When you first meet your piano teacher, it’s important to be clear about your goals and your reasons for taking lessons. Your reasons for taking piano lessons may include the following:
Each of these goals will require a different teaching strategy. By sharing your goals with your teacher and being honest about your aspirations, you’re helping your teacher to customize their teaching style to give you the best results possible.
Your teacher may create a lesson journal for you, but if they don’t, be sure to keep a journal of your own. Use your journal to track the tips your teacher suggests, to record your practice assignments, and to manage any other important information. Then, review your lesson journal each day before you practice to make sure that you’re covering the materials that you should and are incorporating the right etudes and exercises into your practice sessions.
Have you ever taken a lesson, only to get home and not be able to recall some of the points that your teacher was making? It’s frustrating and can slow down your progress, but there’s a simple solution: Record your lessons. (That's one of the reasons our student app allows you to record your lessons.)
With your teacher’s permission, record portions (or all) of your piano lessons. Then, once home, you can review the lessons. Not only does this method help you to better absorb everything that your teacher was saying, but it also allows you to listen to particular passages to make sure that you’re practicing them correctly.
Thanks to smartphone recording apps, it’s easy to record and review your lessons.
Even with regular piano lessons, you won’t make real progress unless you practice appropriately in between your lessons. Follow your teacher’s recommendations for practice length and frequency. If you need to, make up a schedule with specific times blocked off for your practice sessions.
In addition to practicing regularly, though, make sure that you’re actively practicing, rather than just going through the motions. Active practicing requires you to be focused, paying attention to how you’re playing, and willing to take apart the difficult sections so that you can master them. This can be hard if you’re trying to practice after a long, busy day, or first thing in the morning. You may need to experiment with your practice times in order to find a situation and time when you’re focused and ready to actively practice.
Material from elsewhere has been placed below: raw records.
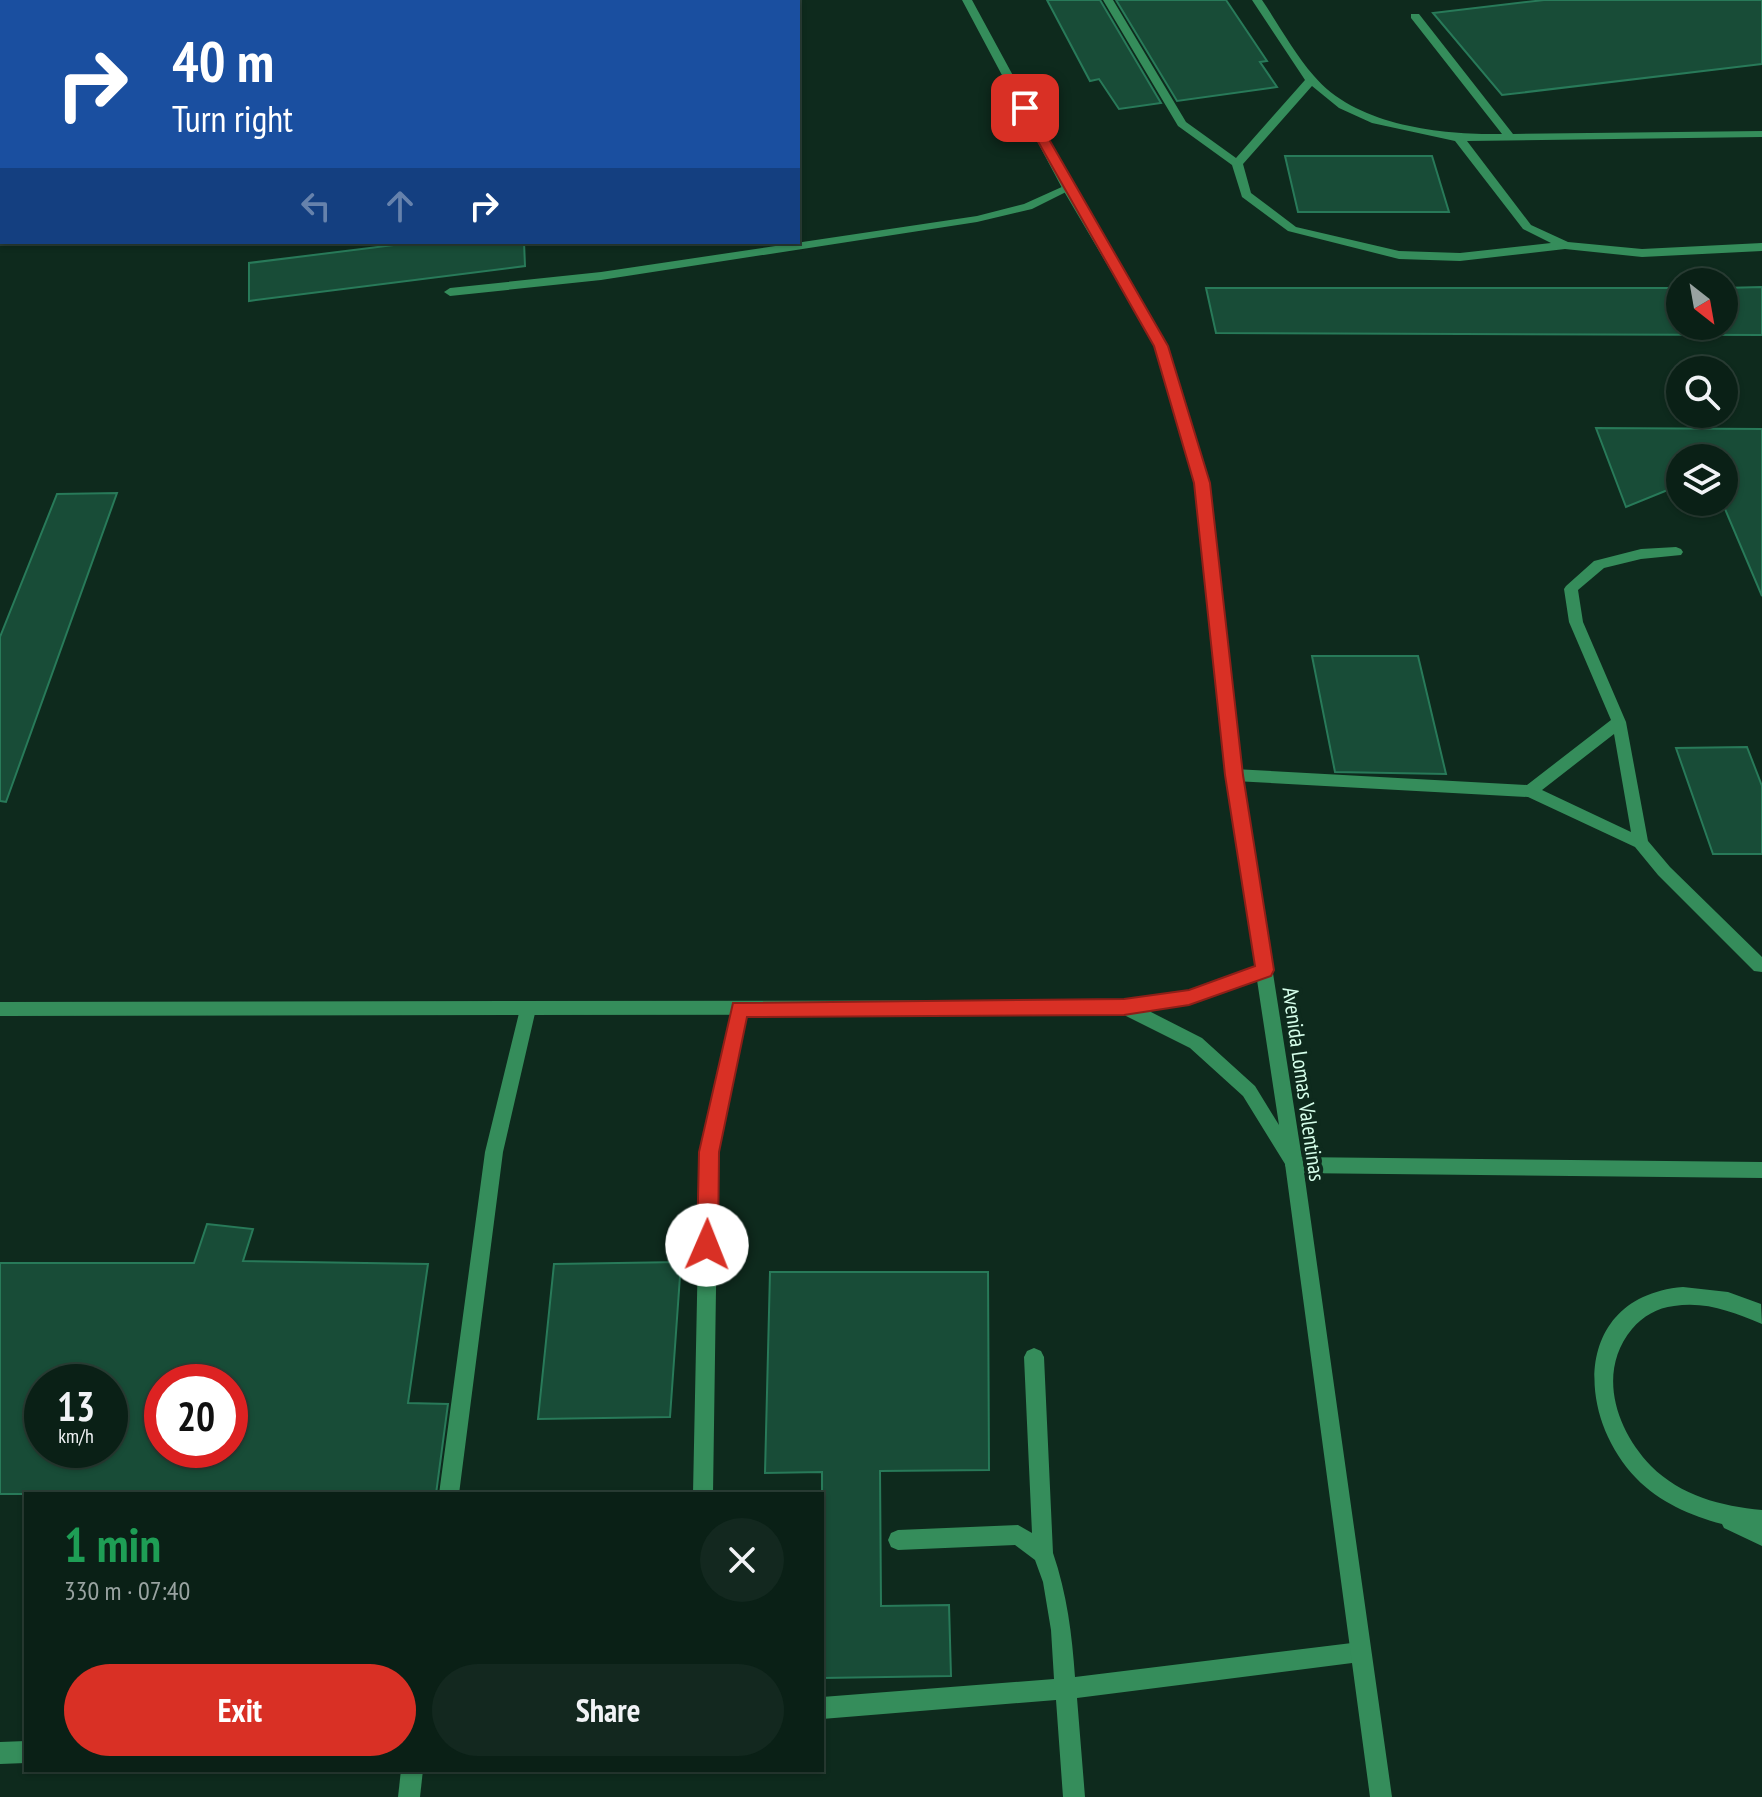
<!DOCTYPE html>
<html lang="en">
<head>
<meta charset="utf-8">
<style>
	:root { --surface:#0a2016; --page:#13281f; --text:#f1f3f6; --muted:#99a3a1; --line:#2a3e35; --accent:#d93025 }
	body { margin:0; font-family:"PT Sans Narrow",sans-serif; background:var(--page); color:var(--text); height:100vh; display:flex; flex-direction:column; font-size:30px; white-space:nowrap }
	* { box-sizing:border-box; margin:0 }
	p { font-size:26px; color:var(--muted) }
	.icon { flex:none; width:44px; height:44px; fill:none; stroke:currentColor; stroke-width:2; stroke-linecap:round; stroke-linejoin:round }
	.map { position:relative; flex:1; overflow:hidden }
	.panel { position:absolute; left:24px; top:1492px; width:800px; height:280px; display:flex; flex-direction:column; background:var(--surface); border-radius:0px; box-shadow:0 2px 6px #0004,0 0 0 2px var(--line) }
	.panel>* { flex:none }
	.guide { position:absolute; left:0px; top:0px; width:800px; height:244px; box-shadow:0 2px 6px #0004,0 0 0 2px var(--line); background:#1a4fa0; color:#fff; overflow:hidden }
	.needle { width:52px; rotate:149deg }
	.fabs { position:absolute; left:1666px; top:268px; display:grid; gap:16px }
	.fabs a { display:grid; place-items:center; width:72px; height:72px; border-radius:50%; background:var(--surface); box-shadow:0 2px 6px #0004,0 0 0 2px var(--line); font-size:40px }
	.speed { position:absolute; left:24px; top:1364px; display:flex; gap:16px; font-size:40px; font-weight:700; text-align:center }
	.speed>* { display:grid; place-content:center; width:104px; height:104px; border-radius:50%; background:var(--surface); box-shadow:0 2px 6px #0004,0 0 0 2px var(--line); line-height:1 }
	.speed small { font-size:20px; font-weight:400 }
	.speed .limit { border:12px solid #d22; background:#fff; color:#111 }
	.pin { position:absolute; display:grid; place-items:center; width:68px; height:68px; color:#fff; margin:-34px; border-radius:16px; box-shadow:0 4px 12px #0006 }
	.me { position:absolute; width:88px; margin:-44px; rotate:1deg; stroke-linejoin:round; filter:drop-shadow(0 0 6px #0008) }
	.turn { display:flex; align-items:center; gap:28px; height:168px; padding:0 40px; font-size:36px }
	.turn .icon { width:104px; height:104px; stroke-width:2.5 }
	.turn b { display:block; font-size:56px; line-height:68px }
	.lanes { display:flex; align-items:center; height:76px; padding:0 40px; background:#0003; justify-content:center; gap:40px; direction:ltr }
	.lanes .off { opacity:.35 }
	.round { display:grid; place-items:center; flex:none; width:84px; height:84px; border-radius:42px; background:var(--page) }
	.headline { display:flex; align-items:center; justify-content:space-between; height:136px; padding:0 40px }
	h1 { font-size:48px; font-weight:800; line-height:60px; color:#1e9e55 }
	.action { display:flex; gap:16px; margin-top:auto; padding:16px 40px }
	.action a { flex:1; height:92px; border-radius:48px; background:var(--accent); color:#fff; font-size:32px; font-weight:800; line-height:92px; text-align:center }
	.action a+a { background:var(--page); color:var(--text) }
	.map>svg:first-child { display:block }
	.green { fill:#273410 }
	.building { fill:#184c37; stroke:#287a59; stroke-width:2; fill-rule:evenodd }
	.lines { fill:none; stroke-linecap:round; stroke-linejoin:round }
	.service { fill:#358d5b; fill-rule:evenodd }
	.minor { fill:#358d5b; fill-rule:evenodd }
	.route { fill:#d93025; stroke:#8d1f18; stroke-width:2 }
	.labels { text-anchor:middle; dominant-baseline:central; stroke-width:8; stroke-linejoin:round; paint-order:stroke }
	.street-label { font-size:22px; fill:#d6ffeb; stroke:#0e2a1d }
</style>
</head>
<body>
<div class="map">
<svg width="1762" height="1797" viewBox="0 0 1762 1797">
	<rect width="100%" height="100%" fill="#0e2a1d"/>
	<polygon class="green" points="0,0 235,0 2,2 0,57"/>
	<g class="building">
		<polygon points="1047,0 1100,0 1161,103 1119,109 1099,79 1090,81"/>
		<polygon points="1116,0 1226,0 1267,61 1260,62 1277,87 1177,101"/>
		<polygon points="1544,0 1762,0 1762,64 1502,95 1433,13"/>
		<polygon points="1285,156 1432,156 1449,212 1298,212"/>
		<polygon points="418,242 524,242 525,266 249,301 249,263"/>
		<polygon points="1762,287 1762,335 1216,333 1206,288 1680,288 1680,326 1724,326 1724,288"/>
		<polygon points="1596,428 1762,429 1762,596 1722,502 1724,458 1680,458 1680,485 1626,507"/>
		<polygon points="117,493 6,802 0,801 0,637 57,494"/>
		<polygon points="1312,656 1418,656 1446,774 1335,772"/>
		<polygon points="1747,747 1762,786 1762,854 1713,854 1676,748"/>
		<path d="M 207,1224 L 253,1229 L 243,1261 L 428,1264 L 408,1403 L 448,1404 L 436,1494 L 0,1494 L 0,1263 L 194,1263 ZM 42,1382 L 110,1382 L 110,1450 L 42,1450 ZM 162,1382 L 230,1382 L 230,1450 L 162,1450 Z"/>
		<polygon points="681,1262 670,1417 538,1419 554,1264"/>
		<polygon points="770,1272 988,1272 989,1470 880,1471 881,1606 949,1605 951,1676 822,1678 822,1472 765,1473"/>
	</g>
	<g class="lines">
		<g class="service">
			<path d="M 1103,0 L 1113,0 L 1186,122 L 1236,158 L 1305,80 L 1252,0 L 1262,0 C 1279,25 1294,53 1314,76 C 1356,126 1442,135 1502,134 L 1411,18 L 1411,14 L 1419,14 L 1513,134 L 1762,131 L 1762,137 L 1467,141 L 1531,225 L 1568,242 L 1642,249 L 1762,243 L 1762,251 L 1642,257 L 1565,249 L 1460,261 L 1399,259 L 1288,231 L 1242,197 L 1232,165 L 1178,126 ZM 1312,86 L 1339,108 L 1372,123 L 1455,141 L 1523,229 L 1551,243 L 1460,253 L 1399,251 L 1296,227 L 1251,193 L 1243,164 Z"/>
			<polygon points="1064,186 1074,188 1032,209 977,222 601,280 450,296 444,292 450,288 601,272 977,216 1024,204"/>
			<path d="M 1676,547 L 1681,549 L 1683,552 L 1681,555 L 1641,559 L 1604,568 L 1578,590 L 1583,622 L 1626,722 L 1648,841 L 1670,867 L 1762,957 L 1762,972 L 1754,971 L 1658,875 L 1635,847 L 1528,797 L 1234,781 L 1226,775 L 1234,769 L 1527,785 L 1611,720 L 1569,622 L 1564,589 L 1566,586 L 1594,561 L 1641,549 ZM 1614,734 L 1631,832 L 1542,790 Z"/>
			<polygon points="528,1002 534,1004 536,1009 503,1152 459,1494 439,1494 485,1152 520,1009 522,1004"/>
			<polygon points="740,1002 746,1004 748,1009 718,1152 713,1494 693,1494 700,1152 732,1009 734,1004"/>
			<polygon points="1294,1157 1762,1162 1762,1178 1294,1173 1288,1171 1285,1165 1288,1159"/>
			<path d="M 1683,1287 L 1728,1292 L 1761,1304 L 1762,1324 C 1733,1312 1706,1301 1674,1306 C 1657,1308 1643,1316 1632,1329 C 1597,1371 1615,1429 1651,1466 C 1681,1496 1721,1506 1762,1510 L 1762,1546 L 1724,1528 L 1722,1524 C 1691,1516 1659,1502 1636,1478 C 1574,1413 1575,1296 1683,1287 Z"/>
			<path d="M 1034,1348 L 1041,1351 L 1044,1357 L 1053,1553 C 1067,1594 1072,1634 1075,1677 L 1360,1642 L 1367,1645 L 1370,1652 L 1367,1659 L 1360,1662 L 1077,1698 L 1085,1797 L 1063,1797 L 1056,1700 L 822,1719 L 822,1697 L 1054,1679 L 1051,1630 L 1043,1582 L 1035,1560 L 1015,1545 L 898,1550 L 891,1547 L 888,1540 L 891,1533 L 898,1530 L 1018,1525 L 1032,1533 L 1024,1357 L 1027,1351 Z"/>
			<polygon points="26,1741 26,1763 0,1764 0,1742"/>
			<polygon points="401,1770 423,1770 420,1797 398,1797"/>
		</g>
		<path class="minor" d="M 962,0 L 972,0 L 1074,188 L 1167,346 L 1209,483 L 1242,775 L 1303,1165 L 1392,1797 L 1370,1797 L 1285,1164 L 1243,1096 L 1190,1048 L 1122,1014 L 0,1016 L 0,1002 L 1124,1000 L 1189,990 L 1255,967 L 1226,775 L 1195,483 L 1155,346 L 1062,188 ZM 1257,980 L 1279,1125 L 1255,1086 L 1202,1038 L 1147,1010 L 1189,1004 Z"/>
	</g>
	<polygon class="route" points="1025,104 1031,108 1168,346 1210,483 1243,775 1274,970 1271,976 1189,1005 1124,1015 747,1017 719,1152 718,1245 715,1252 707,1254 700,1252 697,1245 699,1152 733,1003 1124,999 1189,990 1255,966 1225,775 1194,483 1154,346 1019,108"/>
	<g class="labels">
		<g class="street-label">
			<text transform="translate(1304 1084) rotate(82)">Avenida Lomas Valentinas</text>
		</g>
	</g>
</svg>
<div class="fabs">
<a><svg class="needle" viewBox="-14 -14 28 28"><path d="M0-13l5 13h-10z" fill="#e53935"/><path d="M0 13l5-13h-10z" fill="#99a3a1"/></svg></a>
<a><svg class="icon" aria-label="search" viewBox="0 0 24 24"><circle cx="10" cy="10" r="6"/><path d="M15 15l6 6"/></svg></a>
<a><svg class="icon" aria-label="layers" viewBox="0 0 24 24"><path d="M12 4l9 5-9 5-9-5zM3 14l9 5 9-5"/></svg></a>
</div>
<div class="speed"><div>13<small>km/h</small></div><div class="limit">20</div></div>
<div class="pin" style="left:1025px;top:108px;background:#d93025"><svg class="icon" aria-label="arrive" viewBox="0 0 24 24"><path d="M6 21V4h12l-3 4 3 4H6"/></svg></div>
<svg class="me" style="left:707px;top:1245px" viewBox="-20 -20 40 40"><circle r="19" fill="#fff"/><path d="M0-13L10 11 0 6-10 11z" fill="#d93025"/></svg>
<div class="guide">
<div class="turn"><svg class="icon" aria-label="right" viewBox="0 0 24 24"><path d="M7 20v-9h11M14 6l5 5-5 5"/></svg><div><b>40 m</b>Turn right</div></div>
<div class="lanes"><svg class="icon off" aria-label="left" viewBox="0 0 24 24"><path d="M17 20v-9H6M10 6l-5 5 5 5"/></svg><svg class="icon off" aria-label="ahead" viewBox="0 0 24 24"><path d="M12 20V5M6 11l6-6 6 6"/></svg><svg class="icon" aria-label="right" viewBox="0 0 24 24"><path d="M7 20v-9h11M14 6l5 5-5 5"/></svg></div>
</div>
<section class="panel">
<div class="headline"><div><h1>1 min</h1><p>330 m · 07:40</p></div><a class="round"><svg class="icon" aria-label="close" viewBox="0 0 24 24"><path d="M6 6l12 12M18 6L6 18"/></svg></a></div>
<div class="action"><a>Exit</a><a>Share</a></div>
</section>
</div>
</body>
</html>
Be sure to arrive at your piano lessons on time and ready to get to work. Try to get to your lessons about 10 minutes early so you have a little time to settle in and relax, and so that you’re ready to go as soon as your teacher’s available. Rushing into lessons late makes it difficult to focus and eats into your valuable lesson time.
Make sure that you’re working with a professional piano teacher who has the knowledge and resources to truly help you. Your teacher should have plenty of experience in both performing and teaching, and they should be able to provide you with etudes, exercises, and repertoire pieces that are both challenging and yet appropriate for your skill level.
At Sage Music School our professional piano teachers will be able to explain technique and ideas in a number of different ways so that you can understand and apply them to your learning. They’ll also be able to structure the lesson program so that you are always making steady progress toward your goals.
The above tips can help you to make the most of your piano lessons, so you’re getting the maximum value for both your money and your time.